Lord Mandelson a été nommé à un moment où il était connu qu'il avait entretenu une relation avec Jeffrey Epstein après sa condamnation. Cette nomination fait l'objet d'un nouvel examen à la suite de la publication des derniers fichiers Epstein par le département de la justice américain. Selon des sources, Mandelson estime avoir été transparent lors du processus de vérification.
Le Times rapporte que le Premier ministre se bat pour sa position après avoir survécu à une tentative de le forcer à démissionner.

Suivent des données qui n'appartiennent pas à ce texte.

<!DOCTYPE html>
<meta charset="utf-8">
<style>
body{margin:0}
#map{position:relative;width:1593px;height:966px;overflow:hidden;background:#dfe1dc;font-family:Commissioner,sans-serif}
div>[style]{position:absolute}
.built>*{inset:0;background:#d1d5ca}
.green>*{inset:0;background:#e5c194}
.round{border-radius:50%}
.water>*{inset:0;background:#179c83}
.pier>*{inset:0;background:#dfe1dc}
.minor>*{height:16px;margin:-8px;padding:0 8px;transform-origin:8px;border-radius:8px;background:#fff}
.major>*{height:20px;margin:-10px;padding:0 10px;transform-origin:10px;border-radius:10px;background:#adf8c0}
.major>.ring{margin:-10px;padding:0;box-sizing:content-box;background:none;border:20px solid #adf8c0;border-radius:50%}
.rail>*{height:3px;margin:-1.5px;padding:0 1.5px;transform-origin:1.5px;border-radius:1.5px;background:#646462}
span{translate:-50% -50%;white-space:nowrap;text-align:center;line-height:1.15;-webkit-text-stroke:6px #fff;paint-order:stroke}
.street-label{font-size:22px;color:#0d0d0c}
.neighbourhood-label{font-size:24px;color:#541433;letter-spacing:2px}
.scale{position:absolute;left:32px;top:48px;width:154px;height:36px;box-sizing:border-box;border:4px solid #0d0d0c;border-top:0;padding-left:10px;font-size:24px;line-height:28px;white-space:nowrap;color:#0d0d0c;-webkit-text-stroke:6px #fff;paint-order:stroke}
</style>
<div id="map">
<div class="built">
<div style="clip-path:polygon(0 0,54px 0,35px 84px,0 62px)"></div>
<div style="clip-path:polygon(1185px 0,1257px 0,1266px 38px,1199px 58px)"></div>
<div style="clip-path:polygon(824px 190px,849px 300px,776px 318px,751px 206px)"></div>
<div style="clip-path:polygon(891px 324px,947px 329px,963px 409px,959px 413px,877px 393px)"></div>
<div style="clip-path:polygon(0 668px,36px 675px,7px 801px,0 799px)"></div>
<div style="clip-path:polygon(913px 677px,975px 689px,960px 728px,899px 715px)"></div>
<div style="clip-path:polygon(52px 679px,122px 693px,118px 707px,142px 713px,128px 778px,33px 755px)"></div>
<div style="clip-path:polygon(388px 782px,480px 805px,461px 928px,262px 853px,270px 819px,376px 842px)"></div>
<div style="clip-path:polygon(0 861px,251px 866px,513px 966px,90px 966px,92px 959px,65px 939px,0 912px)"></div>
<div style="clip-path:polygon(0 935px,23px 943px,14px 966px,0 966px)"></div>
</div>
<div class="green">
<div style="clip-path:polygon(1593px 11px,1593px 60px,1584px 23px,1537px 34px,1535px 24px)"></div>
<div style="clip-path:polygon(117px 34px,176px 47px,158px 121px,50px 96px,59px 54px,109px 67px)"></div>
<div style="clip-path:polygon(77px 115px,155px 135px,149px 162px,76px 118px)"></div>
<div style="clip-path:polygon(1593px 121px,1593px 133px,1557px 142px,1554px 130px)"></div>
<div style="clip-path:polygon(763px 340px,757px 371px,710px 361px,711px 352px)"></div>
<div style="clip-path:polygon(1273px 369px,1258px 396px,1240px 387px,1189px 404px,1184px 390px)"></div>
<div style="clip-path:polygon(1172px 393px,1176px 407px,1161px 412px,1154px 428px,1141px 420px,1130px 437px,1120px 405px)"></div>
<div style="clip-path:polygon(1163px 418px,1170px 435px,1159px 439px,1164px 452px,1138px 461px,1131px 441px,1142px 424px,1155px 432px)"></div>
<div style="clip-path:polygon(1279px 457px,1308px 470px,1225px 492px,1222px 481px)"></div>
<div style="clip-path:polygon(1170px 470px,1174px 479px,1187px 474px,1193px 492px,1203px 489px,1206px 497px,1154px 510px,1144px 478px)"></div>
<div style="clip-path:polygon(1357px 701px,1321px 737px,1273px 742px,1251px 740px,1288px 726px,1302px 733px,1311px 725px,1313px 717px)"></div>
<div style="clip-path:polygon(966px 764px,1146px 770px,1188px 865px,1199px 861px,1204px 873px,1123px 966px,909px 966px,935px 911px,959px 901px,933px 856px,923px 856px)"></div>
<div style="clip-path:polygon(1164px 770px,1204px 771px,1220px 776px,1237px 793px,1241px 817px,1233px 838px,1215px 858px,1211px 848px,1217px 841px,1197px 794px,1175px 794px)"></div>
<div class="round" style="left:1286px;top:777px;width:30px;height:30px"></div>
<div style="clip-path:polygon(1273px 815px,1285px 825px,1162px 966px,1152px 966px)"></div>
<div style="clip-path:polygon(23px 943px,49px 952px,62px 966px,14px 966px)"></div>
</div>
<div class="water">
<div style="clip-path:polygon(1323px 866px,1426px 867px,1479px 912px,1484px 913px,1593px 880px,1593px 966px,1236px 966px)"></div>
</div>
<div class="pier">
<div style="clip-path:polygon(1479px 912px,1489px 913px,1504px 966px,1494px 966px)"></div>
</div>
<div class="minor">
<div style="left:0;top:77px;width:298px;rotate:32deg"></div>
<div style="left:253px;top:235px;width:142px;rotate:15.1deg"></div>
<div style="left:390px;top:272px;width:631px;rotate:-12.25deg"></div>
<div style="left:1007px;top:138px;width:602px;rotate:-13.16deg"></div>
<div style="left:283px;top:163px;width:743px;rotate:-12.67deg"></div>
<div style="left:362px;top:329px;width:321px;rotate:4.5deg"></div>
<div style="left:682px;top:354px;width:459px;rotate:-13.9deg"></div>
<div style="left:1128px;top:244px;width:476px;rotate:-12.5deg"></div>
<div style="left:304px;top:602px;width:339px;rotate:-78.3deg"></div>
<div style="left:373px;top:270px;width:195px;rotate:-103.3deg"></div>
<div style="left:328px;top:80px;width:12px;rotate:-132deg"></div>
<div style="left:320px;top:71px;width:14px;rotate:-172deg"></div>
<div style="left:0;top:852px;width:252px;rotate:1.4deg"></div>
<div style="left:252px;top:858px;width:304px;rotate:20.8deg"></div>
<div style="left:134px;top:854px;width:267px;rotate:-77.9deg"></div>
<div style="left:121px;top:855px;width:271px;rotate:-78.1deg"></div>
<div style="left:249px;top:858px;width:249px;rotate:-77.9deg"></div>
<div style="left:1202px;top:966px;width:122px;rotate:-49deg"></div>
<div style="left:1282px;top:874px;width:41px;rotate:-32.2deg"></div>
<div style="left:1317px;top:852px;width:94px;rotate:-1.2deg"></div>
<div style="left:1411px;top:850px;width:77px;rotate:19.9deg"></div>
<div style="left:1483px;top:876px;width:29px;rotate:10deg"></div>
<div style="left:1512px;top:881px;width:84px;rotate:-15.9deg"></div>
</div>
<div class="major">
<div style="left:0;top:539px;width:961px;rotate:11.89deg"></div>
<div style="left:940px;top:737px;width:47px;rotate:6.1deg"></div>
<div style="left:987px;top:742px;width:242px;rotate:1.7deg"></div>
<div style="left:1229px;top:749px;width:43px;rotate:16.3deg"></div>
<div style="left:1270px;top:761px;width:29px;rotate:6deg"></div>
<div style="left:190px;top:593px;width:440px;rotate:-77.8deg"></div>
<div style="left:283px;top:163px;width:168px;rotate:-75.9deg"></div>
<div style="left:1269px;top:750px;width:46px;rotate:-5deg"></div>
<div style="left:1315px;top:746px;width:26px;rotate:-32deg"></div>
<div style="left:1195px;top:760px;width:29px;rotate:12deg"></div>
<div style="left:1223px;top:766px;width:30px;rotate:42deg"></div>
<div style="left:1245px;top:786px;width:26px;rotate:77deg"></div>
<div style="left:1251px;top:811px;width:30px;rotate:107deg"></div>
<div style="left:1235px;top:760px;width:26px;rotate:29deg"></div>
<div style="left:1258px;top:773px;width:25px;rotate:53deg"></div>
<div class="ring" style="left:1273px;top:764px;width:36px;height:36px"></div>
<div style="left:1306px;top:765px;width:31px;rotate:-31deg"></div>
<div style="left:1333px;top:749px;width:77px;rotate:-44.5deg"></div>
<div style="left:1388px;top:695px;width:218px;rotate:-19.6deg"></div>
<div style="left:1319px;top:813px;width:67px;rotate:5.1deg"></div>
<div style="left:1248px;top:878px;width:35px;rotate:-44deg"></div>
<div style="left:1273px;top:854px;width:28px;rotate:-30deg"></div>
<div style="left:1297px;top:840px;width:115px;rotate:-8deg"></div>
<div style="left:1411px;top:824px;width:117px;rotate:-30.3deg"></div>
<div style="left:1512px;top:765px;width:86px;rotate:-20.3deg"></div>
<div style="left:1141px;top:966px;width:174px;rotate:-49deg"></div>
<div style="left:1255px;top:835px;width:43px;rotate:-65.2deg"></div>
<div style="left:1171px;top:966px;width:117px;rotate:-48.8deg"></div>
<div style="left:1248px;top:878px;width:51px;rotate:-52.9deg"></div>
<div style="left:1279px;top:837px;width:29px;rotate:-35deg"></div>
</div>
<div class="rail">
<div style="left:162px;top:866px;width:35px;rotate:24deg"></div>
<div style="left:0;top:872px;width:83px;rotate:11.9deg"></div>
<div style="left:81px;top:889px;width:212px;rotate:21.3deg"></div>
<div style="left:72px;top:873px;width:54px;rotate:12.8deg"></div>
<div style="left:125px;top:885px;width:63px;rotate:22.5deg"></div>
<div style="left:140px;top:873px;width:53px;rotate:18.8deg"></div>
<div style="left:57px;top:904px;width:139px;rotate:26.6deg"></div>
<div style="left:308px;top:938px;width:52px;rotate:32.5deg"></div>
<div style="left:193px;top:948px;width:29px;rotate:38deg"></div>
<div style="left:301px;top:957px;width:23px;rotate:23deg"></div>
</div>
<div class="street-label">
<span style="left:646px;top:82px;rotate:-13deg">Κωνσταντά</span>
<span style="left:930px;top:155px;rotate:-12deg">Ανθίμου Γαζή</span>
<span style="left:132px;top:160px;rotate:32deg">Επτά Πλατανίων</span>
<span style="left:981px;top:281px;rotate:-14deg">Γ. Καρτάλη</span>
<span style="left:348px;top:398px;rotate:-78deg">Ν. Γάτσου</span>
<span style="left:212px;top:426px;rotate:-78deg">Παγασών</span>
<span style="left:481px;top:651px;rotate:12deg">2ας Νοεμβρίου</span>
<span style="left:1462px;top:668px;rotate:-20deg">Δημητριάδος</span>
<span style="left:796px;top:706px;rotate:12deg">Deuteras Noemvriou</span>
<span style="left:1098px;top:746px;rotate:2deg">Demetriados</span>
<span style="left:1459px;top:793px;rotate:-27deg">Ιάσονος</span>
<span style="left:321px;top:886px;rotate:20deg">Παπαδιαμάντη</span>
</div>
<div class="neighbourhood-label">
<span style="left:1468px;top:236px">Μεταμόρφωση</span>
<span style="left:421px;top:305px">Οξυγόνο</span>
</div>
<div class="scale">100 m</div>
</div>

Le leader du Parti travailliste écossais, Anas Sarwar, a appelé à son départ, mais d'autres ministres le soutiennent. Un ministre a même qualifié Sarwar de « cavalier » de Streeting.
Le Financial Times souligne que Starmer défie les appels à sa démission, tandis que ses alliés accusent Streeting d'aggraver la crise. La situation politique est tendue, avec des appels croissants à la démission du Premier ministre, qui doit maintenant plaider pour son avenir.
Le roi Charles III a annoncé que Buckingham Palace est prêt à soutenir la police concernant les allégations contre son frère, Andrew. Cette décision survient alors que le roi est hecklé lors d'une visite à Clitheroe à cause des liens d'Andrew avec Epstein. Le roi a exprimé sa préoccupation profonde face aux accusations.
Les journaux rapportent que cette intervention du roi est sans précédent. Les Princes et Princesses de Galles ont déclaré que leurs pensées sont axées sur les victimes. Cette situation met en lumière l'impact des fichiers Epstein sur la famille royale, suscitant des inquiétudes quant à leur réputation.
Le Daily Mirror décrit l'offre du roi d'assister la police comme une « bombe royale » pour Andrew. Les médias s'accordent à dire que cette déclaration est sans précédent et qu'elle pourrait avoir des conséquences significatives. Le Mail souligne que, bien que l'intervention soit importante, personne au sein de la famille royale n'a encore exprimé de regrets.
Le Financial Times rapporte que l'ambassade des États-Unis à Londres refuse des visas pour des infractions mineures remontant aux années 1970. Cela montre l'ampleur de la répression américaine en matière d'immigration, affectant de nombreux dirigeants d'entreprise.
La situation politique au Royaume-Uni est marquée par des accusations graves et des tensions croissantes. Wes Streeting fait face à des allégations de coup d'État, tandis que le roi Charles III prend position face aux allégations contre son frère. Ces événements soulignent les défis auxquels sont confrontés les dirigeants politiques et royaux dans un climat de crise et de scrutiny public.